## Dataset entries

━━━━━━━━

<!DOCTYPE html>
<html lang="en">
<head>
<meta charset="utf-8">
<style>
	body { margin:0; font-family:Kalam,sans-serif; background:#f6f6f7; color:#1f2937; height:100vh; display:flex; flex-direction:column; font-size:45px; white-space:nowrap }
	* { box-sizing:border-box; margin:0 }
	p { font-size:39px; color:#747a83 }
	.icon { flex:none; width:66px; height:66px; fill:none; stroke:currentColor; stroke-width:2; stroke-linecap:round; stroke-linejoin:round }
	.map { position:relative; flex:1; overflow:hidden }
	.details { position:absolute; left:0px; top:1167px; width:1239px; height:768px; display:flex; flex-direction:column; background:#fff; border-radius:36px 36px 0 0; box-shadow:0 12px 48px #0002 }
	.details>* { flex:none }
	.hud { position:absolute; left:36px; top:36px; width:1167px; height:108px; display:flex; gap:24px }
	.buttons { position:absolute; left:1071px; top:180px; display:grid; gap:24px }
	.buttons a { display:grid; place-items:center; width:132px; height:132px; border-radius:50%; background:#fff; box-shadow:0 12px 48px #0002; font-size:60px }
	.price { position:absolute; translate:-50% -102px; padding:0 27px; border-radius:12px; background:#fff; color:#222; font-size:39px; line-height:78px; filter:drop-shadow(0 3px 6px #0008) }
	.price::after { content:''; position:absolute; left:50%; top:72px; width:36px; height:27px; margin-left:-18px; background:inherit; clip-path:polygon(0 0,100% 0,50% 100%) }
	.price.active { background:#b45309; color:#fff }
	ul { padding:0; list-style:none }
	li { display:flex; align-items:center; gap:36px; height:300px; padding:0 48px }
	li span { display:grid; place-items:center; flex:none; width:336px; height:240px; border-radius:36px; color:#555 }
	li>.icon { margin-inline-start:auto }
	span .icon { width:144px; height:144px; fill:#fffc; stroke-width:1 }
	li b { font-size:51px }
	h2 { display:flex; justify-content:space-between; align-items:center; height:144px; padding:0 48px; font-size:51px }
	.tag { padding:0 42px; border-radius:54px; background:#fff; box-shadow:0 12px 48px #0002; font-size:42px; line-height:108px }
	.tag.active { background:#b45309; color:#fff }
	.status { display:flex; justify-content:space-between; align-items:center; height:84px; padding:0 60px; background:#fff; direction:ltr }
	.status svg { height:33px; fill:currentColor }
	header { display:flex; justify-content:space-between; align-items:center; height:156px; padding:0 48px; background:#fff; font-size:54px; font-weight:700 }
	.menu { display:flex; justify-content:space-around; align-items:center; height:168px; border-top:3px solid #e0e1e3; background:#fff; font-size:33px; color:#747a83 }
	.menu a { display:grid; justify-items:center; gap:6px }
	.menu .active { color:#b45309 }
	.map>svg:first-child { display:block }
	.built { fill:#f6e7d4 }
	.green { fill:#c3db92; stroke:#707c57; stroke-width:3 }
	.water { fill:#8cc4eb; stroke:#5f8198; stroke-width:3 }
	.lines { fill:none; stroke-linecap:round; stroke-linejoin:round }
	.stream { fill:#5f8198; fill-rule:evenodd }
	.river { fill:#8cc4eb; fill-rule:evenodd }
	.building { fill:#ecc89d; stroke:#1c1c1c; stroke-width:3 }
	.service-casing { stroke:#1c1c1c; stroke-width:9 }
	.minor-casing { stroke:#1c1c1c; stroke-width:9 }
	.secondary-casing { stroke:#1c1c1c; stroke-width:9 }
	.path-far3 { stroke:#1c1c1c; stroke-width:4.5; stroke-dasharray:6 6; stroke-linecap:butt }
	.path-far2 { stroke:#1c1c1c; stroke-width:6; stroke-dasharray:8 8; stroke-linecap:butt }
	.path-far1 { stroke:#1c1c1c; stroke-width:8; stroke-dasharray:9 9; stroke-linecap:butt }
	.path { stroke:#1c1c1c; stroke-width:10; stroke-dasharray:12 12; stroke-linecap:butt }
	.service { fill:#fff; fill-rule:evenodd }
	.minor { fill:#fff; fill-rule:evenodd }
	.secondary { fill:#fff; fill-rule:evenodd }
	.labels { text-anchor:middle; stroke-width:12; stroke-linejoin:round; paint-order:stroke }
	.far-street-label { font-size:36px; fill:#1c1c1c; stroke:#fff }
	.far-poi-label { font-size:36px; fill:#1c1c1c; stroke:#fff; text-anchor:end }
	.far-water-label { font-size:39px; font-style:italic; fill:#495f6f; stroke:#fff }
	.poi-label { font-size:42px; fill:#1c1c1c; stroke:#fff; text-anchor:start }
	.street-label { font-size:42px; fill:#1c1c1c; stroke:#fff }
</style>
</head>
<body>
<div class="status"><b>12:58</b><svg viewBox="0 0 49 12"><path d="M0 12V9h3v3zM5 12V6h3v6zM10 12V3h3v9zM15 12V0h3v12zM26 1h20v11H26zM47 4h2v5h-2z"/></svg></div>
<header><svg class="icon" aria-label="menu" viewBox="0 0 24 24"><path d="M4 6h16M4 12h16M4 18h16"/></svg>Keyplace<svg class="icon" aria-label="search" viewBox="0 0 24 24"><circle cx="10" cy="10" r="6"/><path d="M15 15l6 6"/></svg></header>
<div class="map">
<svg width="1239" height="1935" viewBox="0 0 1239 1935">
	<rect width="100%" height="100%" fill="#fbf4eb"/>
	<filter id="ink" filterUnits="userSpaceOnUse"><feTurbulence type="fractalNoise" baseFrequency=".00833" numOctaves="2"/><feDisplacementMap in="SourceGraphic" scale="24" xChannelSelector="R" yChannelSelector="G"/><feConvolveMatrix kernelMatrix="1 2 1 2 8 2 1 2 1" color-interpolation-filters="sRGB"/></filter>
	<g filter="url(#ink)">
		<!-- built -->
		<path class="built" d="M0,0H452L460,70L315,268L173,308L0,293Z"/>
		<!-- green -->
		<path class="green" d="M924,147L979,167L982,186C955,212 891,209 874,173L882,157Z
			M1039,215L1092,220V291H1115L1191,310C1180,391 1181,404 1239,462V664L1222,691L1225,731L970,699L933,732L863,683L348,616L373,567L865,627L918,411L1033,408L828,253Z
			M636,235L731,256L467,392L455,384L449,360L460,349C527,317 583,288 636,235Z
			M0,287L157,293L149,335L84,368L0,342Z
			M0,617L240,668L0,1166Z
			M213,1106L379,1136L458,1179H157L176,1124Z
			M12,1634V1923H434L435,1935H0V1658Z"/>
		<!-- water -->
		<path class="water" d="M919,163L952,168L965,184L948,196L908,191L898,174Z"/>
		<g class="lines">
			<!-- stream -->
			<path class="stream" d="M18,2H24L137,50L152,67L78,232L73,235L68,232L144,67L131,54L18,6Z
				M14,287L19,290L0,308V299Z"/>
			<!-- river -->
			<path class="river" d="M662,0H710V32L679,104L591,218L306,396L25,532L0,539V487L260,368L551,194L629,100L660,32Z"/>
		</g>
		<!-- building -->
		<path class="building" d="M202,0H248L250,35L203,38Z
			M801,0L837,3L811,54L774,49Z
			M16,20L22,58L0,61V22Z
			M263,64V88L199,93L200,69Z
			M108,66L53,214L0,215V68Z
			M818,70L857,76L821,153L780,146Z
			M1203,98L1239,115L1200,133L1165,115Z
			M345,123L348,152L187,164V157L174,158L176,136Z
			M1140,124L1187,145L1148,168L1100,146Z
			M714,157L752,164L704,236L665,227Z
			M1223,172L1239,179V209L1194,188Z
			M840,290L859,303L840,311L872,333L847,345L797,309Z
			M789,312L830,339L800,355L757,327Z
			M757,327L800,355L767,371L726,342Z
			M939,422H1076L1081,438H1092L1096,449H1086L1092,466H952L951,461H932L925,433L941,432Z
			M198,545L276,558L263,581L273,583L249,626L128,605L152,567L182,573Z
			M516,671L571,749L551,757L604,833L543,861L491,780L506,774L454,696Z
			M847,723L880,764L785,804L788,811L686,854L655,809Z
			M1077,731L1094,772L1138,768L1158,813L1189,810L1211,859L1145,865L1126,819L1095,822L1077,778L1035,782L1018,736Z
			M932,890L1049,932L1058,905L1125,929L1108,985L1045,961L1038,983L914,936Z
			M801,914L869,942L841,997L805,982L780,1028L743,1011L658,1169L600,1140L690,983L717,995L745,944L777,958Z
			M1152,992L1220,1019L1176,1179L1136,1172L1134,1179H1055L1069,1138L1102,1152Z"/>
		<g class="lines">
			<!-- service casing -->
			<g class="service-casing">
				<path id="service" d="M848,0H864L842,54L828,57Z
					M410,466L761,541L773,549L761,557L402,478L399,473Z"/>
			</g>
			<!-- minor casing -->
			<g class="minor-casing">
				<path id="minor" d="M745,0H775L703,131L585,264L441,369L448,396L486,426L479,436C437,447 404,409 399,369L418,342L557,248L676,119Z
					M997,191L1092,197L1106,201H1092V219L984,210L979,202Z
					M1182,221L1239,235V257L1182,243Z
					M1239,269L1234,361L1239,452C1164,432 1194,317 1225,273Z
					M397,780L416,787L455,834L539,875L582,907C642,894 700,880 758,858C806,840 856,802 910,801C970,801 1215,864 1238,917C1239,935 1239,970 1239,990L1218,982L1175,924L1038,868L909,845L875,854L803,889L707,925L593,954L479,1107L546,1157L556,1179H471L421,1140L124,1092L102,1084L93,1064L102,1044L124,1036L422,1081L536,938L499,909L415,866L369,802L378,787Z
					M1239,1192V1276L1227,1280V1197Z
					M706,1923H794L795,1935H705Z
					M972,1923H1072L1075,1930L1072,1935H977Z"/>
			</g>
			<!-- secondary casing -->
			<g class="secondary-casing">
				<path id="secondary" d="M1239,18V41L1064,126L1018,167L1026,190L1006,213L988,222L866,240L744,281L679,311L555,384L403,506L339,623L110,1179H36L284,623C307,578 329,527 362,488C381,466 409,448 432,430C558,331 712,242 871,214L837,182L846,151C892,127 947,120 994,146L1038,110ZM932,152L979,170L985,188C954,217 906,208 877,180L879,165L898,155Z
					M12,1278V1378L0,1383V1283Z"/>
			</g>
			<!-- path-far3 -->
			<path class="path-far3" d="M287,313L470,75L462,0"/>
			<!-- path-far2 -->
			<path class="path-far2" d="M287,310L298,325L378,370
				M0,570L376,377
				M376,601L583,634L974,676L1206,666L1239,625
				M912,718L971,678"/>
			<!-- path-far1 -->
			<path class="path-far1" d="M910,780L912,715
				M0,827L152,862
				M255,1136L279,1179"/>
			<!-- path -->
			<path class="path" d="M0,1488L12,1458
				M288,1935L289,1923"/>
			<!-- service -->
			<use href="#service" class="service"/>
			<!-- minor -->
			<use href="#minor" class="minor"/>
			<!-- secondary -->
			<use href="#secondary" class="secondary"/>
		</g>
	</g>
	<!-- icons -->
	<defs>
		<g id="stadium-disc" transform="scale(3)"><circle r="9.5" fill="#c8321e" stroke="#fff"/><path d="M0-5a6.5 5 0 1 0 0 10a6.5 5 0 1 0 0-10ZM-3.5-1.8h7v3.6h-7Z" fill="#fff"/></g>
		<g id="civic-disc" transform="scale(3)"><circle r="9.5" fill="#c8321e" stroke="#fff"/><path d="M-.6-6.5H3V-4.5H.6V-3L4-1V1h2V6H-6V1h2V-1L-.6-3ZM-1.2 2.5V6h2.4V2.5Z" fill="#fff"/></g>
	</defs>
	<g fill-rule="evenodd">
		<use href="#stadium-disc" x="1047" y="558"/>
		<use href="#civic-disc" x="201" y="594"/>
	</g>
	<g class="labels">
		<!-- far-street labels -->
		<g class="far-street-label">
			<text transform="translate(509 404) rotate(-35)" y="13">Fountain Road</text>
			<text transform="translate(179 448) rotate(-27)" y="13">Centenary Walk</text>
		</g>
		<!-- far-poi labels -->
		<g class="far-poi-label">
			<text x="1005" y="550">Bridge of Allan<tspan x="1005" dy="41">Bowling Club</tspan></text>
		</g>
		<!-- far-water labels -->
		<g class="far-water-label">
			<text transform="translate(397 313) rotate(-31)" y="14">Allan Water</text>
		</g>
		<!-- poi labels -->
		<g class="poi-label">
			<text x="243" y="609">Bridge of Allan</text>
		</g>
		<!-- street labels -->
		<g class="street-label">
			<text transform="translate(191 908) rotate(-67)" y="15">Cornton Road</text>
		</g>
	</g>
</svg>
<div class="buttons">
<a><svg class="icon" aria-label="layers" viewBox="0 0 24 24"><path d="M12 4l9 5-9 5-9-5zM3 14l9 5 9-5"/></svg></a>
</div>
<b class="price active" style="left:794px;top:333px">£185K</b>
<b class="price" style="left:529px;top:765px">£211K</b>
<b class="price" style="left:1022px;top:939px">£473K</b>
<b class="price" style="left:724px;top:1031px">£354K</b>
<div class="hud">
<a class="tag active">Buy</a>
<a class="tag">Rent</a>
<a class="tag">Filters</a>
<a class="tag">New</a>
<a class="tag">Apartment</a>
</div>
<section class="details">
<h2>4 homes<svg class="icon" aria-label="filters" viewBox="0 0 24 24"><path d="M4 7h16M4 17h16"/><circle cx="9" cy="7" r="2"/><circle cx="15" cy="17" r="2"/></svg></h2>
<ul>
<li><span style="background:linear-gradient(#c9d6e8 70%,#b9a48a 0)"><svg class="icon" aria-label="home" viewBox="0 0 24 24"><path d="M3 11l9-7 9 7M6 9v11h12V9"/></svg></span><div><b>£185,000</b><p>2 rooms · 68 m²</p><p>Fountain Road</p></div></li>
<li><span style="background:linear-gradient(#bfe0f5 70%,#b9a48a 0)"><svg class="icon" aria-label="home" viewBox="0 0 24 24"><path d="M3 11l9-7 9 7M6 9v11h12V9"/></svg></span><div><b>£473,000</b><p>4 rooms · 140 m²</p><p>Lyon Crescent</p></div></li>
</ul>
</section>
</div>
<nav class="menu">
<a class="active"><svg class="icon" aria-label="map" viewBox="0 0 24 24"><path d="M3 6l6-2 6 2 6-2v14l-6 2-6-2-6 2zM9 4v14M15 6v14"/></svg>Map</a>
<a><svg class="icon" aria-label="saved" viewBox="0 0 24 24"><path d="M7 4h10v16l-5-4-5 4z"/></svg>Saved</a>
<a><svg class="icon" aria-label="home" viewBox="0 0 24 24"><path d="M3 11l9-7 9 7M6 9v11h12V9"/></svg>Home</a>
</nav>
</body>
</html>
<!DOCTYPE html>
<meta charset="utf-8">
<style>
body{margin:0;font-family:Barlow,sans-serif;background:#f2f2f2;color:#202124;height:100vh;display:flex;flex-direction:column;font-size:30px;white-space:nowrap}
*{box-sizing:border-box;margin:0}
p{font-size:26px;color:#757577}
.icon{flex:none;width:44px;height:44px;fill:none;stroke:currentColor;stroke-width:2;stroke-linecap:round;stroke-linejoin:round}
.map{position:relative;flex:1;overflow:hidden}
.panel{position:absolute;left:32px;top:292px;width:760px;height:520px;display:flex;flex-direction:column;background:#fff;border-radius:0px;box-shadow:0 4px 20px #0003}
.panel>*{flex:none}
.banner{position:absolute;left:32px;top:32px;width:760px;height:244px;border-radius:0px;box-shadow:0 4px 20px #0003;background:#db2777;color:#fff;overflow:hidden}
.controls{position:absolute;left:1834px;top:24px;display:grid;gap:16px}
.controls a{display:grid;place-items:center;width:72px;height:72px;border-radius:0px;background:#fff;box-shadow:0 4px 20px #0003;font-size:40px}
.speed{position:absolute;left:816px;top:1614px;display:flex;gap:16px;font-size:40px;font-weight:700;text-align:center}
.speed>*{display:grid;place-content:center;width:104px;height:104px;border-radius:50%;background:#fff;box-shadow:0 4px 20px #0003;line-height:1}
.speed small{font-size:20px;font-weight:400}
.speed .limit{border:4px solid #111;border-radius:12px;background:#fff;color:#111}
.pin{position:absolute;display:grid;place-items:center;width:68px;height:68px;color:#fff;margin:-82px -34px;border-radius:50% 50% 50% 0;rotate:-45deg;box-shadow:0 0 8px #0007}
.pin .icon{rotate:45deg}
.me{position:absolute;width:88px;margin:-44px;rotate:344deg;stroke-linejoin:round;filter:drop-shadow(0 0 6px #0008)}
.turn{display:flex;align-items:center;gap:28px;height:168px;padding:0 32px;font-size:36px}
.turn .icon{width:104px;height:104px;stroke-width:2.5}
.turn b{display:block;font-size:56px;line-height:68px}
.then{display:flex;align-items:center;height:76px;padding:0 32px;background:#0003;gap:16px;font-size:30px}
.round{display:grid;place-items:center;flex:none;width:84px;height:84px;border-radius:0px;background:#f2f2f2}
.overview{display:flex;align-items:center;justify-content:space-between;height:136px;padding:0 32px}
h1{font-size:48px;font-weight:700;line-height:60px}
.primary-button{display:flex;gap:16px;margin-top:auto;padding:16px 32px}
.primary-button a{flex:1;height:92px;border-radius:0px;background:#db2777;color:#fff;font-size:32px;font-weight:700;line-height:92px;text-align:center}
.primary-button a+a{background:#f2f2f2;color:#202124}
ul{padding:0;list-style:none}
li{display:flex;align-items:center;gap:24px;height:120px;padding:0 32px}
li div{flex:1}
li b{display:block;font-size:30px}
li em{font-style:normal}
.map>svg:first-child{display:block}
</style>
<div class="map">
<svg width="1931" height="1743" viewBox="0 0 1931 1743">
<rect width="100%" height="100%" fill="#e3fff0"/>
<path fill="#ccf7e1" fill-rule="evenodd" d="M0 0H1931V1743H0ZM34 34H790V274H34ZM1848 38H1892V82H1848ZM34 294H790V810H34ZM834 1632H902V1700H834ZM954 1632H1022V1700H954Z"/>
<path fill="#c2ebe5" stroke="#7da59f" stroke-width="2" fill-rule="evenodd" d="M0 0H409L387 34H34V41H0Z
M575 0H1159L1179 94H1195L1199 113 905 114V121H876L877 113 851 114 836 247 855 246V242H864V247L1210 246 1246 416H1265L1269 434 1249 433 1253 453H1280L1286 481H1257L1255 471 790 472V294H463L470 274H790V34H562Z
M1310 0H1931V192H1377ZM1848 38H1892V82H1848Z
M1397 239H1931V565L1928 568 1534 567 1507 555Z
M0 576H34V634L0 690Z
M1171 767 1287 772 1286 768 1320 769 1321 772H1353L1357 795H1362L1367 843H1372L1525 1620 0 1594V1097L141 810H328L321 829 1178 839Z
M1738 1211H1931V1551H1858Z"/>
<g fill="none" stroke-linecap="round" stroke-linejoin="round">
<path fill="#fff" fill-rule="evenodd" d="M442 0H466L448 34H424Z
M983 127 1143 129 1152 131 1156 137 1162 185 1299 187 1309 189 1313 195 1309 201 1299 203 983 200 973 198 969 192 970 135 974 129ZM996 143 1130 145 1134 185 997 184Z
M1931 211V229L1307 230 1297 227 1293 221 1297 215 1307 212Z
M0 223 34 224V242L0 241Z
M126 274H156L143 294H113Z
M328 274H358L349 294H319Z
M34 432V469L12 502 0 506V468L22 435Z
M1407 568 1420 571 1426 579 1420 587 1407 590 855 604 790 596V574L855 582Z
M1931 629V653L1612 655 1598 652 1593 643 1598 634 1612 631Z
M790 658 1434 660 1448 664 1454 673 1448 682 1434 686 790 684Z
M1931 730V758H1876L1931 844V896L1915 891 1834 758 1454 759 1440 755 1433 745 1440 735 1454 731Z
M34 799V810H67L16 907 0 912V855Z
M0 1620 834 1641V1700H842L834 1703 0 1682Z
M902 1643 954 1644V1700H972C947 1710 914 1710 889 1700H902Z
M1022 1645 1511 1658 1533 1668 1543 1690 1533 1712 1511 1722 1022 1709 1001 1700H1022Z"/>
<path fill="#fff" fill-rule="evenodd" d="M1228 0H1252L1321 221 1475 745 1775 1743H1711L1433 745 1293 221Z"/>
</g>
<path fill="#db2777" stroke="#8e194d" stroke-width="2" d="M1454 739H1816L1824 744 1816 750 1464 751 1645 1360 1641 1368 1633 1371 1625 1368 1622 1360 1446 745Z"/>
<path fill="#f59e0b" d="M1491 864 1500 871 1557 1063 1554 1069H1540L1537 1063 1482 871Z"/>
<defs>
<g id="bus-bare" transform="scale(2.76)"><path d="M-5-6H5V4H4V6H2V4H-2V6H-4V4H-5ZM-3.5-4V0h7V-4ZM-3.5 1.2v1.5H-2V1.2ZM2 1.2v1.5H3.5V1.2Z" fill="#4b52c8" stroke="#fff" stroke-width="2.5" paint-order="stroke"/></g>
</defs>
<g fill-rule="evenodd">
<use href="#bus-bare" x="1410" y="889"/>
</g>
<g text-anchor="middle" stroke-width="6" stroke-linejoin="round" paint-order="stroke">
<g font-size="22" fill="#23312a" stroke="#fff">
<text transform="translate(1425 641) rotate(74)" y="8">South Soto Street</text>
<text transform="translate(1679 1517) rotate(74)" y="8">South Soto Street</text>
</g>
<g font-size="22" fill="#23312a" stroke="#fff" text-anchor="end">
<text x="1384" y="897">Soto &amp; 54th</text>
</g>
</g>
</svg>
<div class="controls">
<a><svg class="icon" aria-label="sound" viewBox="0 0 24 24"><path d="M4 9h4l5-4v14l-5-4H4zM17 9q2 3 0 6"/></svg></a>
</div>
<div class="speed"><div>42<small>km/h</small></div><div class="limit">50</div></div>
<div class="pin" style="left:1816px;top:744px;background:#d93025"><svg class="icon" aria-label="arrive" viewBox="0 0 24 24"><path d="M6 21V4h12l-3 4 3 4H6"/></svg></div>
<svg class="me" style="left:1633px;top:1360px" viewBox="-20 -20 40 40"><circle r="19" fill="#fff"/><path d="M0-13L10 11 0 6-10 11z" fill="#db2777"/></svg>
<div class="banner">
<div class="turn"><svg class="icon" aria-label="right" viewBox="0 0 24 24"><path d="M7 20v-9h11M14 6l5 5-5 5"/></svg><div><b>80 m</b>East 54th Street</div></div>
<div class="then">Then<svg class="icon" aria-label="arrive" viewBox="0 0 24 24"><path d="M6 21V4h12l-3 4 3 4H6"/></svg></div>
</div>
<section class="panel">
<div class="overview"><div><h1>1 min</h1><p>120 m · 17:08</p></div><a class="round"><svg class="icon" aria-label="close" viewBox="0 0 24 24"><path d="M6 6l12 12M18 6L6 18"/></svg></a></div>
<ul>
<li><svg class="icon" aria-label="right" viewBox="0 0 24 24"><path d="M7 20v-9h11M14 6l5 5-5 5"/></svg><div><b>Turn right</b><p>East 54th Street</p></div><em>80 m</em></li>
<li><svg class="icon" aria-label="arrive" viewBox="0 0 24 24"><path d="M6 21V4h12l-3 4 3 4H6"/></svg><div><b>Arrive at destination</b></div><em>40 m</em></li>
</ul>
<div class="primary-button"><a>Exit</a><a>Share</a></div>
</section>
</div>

━━━━━━━━

## What is needed
The line containing "54th Street</p></div><em>80 m</em></li>" begins the span, and the last line of the records above ends it. Return that span exactly, and nothing outside it.

## Solved exercise
<li><svg class="icon" aria-label="right" viewBox="0 0 24 24"><path d="M7 20v-9h11M14 6l5 5-5 5"/></svg><div><b>Turn right</b><p>East 54th Street</p></div><em>80 m</em></li>
<li><svg class="icon" aria-label="arrive" viewBox="0 0 24 24"><path d="M6 21V4h12l-3 4 3 4H6"/></svg><div><b>Arrive at destination</b></div><em>40 m</em></li>
</ul>
<div class="primary-button"><a>Exit</a><a>Share</a></div>
</section>
</div>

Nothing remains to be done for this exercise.